A new poll has shown that a focus on ‘hard-working families’ by the main political parties is alienating lazy families across the country.
“Look, I’m an extremely lazy man,” said unemployed chair tester Simon Williams.
“I spent all-day yesterday lying on the sofa sucking the chocolate off chocolate raisins and watching internet pornography. That’s what I do every day, except sometimes it’s chocolate nuts.”
Mr Williams feels that none of the major parties represent him.
“Listening to these parties it all sounds brilliant for hard-working families, but what about me? Does my vote count any less?”
“You never hear anything about how they’re going to make sofa’s comfier, or daytime telly any better.”
“I mean, how hard could that be, to make daytime TV better?
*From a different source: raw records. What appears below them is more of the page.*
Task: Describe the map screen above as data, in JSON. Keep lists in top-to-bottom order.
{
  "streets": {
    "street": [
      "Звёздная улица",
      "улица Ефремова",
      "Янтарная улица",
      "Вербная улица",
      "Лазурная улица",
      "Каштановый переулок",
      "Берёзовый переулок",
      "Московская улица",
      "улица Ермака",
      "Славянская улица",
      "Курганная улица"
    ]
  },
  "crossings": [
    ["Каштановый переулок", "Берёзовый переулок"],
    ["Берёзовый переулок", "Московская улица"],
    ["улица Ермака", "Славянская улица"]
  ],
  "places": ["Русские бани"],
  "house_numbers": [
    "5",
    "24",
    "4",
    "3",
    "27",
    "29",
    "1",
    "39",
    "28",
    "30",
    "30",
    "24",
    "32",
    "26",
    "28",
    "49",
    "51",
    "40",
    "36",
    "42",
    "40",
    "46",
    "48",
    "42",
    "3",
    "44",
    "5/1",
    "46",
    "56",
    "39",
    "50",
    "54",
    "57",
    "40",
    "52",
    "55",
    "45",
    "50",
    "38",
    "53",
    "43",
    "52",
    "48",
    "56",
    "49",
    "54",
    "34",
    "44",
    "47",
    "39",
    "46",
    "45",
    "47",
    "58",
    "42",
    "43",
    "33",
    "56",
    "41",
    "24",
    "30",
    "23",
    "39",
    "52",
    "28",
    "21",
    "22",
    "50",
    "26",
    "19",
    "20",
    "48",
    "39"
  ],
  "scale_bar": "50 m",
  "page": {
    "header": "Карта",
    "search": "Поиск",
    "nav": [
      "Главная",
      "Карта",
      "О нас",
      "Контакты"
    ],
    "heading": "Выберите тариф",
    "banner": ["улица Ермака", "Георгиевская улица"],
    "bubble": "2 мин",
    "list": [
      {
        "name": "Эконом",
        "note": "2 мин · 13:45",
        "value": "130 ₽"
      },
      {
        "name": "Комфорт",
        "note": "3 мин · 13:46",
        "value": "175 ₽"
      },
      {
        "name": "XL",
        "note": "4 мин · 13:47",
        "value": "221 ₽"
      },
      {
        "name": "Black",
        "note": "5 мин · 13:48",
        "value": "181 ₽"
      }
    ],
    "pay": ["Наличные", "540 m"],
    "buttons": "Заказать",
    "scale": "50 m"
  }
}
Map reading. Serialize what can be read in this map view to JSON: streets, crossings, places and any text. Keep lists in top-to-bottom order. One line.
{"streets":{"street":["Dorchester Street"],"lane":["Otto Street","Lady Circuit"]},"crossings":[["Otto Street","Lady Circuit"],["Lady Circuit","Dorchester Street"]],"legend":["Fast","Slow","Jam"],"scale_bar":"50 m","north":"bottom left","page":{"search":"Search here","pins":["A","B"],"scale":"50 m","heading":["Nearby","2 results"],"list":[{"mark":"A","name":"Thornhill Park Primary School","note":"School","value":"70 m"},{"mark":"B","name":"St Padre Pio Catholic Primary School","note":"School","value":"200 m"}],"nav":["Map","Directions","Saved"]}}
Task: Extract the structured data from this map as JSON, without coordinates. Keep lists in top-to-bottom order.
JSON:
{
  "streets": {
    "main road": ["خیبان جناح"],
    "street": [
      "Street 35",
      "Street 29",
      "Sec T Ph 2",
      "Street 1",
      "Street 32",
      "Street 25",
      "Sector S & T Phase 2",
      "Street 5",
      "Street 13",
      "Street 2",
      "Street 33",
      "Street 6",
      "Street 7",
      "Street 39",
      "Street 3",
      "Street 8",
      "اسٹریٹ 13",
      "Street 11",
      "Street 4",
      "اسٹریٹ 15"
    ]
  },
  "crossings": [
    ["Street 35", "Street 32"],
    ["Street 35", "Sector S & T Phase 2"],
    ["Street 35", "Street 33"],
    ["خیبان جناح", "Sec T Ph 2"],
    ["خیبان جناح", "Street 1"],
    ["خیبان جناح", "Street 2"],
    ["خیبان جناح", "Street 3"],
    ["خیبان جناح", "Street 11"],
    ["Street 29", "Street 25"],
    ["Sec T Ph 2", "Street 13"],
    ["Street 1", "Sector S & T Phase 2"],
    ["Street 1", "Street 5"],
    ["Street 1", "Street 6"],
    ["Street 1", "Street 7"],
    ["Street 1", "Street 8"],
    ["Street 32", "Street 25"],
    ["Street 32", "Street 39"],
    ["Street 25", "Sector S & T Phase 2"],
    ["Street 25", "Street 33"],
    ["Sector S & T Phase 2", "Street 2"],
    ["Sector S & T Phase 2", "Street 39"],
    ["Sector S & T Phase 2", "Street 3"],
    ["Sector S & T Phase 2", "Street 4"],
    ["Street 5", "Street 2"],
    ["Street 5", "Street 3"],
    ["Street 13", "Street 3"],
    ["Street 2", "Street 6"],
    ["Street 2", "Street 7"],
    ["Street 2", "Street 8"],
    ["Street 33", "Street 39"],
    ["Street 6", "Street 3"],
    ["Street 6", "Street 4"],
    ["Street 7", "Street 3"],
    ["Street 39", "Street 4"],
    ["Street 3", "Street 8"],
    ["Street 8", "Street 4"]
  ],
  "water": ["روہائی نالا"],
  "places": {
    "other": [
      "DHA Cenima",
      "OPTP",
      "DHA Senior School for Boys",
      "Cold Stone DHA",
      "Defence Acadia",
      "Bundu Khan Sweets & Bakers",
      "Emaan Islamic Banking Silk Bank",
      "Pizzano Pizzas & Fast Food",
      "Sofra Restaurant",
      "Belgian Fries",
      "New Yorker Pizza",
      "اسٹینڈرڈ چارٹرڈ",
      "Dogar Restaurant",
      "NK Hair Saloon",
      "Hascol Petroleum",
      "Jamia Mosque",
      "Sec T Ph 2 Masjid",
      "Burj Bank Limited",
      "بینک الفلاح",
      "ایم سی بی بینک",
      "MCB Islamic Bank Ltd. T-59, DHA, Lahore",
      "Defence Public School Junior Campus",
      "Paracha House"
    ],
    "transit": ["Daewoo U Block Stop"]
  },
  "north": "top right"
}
Just get some of the actresses to get their chests out and then have a car-chase.”
Lazy families ‘alienated’
The parties’ obsession with hard-working families is increasingly looking like a mistake after recent research shows that there are only seven hard-working families in the country, and everyone else would rather sit about eating cake.
However, it looks like the Tories may be looking to tap into the lazy-vote, with David Cameron being the first to respond to the poll.
“I think my record shows that I am also really quite lazy, and there are members of my cabinet who have never done a day’s work in their life,” he said.
“The Tories are definitely the party for lazy people who don’t really ‘do’ anything.”
“Particularly if they’re really rich.”